McIlroy, D., Crimes, T. P., and Pauley, J. C. 2005. Fossils and matgrounds from the Neoproterozoic Longmyndian Supergroup, Shropshire, UK. Geological Magazine, 142: 441–455.

I thought that that would be the end of the matter. I knew that the sedimentology could use a modern sequence stratigraphic approach, but my move to Canada seemed to put an end to my Longmyndian interest. That is until Rich Callow (a student of my Ph.D. supervisor Martin Brasier and currently a postdoc with me here at MUN) discovered microbial filaments in the same successions.
Callow, R. H. T. and Brasier, M. D. 2009. A solution to Darwin’s dilemma of 1859: Exceptional preservation in Salter’s material from the late Ediacaran Longmyndian Supergroup, England. Journal of the Geological Society, London, 166: 1–4.

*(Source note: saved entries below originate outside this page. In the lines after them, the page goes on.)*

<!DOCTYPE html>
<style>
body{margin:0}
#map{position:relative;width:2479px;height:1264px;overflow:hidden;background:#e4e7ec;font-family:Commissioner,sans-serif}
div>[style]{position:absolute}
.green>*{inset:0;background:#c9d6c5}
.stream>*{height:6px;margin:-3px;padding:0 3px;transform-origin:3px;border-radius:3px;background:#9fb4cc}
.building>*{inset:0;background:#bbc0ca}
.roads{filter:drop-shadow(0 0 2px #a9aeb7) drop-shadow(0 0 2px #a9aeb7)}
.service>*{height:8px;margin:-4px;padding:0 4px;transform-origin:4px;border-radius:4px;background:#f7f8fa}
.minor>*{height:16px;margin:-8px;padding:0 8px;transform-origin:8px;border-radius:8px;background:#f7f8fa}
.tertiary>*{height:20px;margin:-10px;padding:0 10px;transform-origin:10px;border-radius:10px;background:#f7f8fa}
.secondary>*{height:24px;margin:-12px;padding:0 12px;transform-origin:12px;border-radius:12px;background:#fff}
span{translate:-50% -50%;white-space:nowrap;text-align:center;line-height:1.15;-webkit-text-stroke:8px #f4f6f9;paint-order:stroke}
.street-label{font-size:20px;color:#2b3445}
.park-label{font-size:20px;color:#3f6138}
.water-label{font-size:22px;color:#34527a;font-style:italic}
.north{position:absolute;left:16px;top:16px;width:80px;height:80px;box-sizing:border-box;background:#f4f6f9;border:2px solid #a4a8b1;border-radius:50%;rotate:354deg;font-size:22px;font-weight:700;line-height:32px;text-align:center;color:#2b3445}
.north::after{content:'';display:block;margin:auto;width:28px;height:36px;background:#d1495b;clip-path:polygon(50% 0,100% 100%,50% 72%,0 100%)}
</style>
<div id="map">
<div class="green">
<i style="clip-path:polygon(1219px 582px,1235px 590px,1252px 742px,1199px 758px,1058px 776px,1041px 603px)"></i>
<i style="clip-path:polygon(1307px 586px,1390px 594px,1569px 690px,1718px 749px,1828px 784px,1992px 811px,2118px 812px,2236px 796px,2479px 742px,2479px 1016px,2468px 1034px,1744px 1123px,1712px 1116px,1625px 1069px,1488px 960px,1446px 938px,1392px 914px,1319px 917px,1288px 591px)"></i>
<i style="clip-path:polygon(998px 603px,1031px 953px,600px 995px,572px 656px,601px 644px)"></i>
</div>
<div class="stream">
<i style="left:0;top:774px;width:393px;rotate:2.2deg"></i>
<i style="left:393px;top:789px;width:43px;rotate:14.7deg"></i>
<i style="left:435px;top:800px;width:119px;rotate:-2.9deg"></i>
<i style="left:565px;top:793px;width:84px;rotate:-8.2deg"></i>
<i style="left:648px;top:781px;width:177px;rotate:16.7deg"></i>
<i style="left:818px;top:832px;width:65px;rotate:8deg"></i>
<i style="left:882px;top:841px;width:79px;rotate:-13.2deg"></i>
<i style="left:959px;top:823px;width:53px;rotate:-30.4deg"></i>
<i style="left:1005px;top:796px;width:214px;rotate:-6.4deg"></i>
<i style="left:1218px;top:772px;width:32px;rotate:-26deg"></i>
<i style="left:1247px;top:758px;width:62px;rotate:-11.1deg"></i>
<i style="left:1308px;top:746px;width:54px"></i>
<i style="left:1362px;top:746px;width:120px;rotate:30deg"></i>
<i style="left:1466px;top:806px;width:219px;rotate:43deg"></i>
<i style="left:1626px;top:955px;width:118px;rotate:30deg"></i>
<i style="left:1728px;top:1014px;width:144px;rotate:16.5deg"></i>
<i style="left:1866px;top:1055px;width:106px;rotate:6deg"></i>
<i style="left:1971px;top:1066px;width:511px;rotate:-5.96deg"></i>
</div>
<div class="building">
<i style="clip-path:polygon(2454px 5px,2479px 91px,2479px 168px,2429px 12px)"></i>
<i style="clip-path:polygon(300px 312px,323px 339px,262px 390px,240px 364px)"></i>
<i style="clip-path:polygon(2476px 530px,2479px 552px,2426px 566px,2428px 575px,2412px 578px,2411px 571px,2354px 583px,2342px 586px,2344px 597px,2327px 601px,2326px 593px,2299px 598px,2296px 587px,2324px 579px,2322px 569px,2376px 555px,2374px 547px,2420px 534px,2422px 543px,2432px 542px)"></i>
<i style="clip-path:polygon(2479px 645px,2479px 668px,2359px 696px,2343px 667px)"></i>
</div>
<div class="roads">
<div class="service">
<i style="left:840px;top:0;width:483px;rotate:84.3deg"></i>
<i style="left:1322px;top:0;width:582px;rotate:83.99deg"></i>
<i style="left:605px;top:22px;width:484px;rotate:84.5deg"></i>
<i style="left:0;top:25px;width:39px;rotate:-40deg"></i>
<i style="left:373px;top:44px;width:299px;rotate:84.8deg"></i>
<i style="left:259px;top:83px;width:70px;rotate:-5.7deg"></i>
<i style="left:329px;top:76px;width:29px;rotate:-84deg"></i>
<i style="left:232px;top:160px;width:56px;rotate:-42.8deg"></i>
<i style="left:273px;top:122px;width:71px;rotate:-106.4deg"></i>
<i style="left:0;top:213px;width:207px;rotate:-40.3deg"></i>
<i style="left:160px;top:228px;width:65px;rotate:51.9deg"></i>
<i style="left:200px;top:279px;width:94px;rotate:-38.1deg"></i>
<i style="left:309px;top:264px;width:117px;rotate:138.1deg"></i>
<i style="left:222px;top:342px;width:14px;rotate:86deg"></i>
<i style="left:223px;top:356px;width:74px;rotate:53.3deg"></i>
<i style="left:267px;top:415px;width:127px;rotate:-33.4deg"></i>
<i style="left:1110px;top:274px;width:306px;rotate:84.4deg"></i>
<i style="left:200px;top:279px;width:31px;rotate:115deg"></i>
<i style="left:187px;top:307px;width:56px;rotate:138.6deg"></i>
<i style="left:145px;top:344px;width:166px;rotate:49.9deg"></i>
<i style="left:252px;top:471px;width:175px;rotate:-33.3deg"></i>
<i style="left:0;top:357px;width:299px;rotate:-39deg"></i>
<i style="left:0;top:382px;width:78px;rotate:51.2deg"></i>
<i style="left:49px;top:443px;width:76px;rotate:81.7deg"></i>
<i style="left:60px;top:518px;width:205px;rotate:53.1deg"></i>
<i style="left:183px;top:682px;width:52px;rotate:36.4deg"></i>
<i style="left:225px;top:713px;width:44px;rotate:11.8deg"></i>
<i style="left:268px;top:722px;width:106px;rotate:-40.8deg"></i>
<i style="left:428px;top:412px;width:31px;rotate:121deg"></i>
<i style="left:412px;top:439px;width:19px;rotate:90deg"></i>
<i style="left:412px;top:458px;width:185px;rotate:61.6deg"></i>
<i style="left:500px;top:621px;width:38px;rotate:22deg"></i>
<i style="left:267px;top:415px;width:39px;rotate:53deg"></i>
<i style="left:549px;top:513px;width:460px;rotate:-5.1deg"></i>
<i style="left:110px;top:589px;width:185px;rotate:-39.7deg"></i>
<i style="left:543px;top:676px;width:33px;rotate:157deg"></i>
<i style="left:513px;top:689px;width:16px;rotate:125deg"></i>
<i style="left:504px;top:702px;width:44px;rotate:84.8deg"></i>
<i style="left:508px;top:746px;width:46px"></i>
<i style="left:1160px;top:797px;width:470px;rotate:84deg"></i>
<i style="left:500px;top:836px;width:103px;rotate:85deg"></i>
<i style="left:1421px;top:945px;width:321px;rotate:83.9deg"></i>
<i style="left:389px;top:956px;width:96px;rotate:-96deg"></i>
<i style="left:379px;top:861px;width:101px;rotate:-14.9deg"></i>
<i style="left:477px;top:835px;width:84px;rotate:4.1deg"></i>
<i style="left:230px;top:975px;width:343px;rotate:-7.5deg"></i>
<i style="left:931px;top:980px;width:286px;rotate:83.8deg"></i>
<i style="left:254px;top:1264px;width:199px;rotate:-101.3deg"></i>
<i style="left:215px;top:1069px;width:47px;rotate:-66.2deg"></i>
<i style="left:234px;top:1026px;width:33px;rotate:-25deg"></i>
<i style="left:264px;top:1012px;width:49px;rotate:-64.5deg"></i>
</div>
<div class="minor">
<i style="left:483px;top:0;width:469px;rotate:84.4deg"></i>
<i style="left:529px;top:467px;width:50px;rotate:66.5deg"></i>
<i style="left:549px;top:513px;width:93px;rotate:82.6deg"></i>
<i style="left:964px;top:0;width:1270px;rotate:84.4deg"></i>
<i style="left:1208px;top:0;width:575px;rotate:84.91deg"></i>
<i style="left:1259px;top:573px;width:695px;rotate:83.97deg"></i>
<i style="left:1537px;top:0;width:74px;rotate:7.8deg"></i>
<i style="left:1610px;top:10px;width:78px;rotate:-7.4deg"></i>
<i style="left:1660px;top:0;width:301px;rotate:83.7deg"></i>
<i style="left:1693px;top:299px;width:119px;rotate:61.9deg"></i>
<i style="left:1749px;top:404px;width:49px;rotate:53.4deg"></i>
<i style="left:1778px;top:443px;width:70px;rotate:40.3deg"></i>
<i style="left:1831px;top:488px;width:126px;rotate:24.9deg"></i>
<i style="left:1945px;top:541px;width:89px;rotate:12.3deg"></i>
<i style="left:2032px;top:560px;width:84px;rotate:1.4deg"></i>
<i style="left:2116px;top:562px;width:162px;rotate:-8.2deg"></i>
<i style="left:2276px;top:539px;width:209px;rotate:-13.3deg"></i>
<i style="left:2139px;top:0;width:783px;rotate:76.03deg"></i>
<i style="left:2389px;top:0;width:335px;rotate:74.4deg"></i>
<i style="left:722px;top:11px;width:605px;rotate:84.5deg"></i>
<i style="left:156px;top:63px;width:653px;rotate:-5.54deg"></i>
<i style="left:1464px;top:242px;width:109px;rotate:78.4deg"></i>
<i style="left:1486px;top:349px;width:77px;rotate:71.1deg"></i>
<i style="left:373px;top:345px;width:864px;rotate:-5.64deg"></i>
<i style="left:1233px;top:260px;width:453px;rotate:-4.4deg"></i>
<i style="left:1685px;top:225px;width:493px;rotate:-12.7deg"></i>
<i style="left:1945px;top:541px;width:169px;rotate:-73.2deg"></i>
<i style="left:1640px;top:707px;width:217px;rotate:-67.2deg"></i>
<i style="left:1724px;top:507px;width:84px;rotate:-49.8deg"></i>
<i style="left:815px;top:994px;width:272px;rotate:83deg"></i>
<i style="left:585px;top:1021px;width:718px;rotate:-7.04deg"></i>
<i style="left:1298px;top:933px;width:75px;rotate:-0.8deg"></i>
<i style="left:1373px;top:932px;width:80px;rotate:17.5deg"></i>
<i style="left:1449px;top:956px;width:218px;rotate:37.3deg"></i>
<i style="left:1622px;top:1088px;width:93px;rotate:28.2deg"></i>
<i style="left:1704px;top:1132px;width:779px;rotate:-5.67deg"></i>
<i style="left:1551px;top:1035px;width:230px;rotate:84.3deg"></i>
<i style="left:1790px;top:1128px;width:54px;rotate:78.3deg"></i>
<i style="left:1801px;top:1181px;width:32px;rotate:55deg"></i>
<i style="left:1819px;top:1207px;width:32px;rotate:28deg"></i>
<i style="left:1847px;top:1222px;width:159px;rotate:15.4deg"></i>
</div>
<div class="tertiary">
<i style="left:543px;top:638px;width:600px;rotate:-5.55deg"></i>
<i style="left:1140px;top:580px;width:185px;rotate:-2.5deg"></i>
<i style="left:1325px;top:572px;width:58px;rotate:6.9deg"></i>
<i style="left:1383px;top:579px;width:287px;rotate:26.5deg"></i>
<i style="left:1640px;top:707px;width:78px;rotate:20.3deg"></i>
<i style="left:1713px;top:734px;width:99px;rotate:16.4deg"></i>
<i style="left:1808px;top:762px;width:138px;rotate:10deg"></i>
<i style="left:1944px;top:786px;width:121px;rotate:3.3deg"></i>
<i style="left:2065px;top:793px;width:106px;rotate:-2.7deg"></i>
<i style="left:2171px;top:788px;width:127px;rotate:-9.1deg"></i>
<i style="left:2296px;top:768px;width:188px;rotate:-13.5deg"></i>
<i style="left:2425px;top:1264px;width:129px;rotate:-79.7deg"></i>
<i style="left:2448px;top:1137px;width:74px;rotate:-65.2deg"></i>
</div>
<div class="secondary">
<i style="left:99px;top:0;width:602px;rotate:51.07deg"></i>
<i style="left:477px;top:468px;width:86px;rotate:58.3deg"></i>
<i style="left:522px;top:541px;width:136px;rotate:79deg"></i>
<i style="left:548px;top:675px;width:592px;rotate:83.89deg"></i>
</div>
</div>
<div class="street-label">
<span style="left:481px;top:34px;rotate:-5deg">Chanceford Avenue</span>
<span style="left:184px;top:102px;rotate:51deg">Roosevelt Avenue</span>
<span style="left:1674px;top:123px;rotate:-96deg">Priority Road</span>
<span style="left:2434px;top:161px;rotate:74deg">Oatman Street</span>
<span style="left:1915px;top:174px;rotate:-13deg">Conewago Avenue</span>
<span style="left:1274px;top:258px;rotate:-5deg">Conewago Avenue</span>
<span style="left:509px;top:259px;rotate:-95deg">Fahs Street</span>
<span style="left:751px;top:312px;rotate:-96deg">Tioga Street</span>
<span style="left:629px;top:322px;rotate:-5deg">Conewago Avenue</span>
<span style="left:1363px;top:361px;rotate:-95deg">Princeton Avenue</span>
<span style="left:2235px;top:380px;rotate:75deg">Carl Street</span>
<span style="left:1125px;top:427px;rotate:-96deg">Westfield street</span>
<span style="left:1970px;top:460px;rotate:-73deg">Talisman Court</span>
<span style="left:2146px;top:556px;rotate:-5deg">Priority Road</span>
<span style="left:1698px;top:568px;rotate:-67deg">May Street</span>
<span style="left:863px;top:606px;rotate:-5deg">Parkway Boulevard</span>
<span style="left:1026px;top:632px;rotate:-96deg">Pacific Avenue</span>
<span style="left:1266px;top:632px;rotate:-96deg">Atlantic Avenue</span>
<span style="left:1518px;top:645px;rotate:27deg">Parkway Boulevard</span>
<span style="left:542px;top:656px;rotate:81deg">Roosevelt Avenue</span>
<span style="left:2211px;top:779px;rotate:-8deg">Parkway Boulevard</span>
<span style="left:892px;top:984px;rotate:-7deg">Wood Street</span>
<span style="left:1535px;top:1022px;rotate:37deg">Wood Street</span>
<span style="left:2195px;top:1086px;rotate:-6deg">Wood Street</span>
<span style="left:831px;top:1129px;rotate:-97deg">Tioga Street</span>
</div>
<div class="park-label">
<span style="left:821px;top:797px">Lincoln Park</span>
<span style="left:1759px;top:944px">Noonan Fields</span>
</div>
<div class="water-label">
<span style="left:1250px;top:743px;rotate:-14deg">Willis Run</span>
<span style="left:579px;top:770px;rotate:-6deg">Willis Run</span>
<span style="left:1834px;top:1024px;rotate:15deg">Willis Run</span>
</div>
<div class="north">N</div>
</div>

Rich and I got to talking about the historical material of Salter which is housed in the BGS in Keyworth, UK, and about Longmyndian geology in general. In particular we mused about how amazing it is that the material had not become part of the evolution of life debate in Victorian times, since it was described before Darwin published "On the Origin of Species". The Longmyndian work was contemporary at a time when it was clear that the abrupt evolution of life, at the base of what we now call the Cambrian Period, was a problem to the theory of Evolution (as Darwin himself admitted).
At about the same time I had become aware of the fantastic Darwin Correspondence Project, in which we found had some correspondence between Darwin and Salter, in a period when Salter was suffering from depression and the breakup of his family. Looking through correspondence and accounts of interactions with Salter at the time, makes it fairly clear that he was struggling with bipolar disorder. We suggest that the difficulties that the Victorian upper classes might have experienced in interacting with the unpredictable and volatile side of John Salter brought on by his mental illness (and perhaps his lower middle class heritage) might have led to to his work being given a less than enthusiastic hearing.